[Start of Attachment]
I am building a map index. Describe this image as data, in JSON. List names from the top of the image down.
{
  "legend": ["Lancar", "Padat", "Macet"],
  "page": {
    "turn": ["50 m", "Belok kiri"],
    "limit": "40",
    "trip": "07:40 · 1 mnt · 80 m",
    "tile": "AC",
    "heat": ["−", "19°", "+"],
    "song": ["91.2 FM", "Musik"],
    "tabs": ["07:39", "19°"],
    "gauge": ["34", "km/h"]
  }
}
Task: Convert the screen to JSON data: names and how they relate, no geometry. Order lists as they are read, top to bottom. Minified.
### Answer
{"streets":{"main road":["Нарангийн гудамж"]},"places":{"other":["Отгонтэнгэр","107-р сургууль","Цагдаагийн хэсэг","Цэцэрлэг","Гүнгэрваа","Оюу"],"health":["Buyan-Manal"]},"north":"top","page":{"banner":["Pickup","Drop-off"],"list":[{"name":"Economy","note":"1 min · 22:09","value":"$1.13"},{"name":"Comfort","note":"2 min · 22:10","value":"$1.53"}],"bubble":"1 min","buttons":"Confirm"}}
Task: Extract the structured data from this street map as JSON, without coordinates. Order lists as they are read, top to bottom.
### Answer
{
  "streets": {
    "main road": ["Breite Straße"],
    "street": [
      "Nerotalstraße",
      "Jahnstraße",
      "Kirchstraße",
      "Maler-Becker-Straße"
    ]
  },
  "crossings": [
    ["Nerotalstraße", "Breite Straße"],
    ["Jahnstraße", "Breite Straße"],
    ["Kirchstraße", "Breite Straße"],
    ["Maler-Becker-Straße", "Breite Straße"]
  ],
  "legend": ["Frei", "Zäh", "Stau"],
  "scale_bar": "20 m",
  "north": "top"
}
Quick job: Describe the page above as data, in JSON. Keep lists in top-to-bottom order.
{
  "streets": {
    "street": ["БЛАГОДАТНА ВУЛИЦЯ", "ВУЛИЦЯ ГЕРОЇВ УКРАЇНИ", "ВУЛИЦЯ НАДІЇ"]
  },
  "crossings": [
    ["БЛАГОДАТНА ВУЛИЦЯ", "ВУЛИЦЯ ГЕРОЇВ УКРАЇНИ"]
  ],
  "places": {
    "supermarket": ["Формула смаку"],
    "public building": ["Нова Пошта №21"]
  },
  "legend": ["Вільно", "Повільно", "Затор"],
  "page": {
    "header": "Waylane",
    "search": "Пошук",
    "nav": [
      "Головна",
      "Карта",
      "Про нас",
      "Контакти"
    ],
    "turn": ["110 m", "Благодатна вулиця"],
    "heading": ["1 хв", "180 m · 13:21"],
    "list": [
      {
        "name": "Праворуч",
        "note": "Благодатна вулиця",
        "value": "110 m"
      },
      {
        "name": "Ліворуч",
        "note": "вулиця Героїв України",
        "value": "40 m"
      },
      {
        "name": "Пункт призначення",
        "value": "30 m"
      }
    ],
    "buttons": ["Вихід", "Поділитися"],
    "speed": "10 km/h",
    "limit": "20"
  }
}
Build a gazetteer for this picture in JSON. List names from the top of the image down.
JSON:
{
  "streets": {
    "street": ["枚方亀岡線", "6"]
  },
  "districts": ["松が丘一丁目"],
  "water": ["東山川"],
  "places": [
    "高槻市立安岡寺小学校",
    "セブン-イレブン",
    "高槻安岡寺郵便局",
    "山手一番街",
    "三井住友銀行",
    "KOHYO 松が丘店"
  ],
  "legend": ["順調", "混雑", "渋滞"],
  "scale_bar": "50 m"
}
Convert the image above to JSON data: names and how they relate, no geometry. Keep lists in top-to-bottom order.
[End of Attachment]
Return, from the data above, each line in which the string "Convert" appears.

Task: Convert the screen to JSON data: names and how they relate, no geometry. Order lists as they are read, top to bottom. Minified.
Convert the image above to JSON data: names and how they relate, no geometry. Keep lists in top-to-bottom order.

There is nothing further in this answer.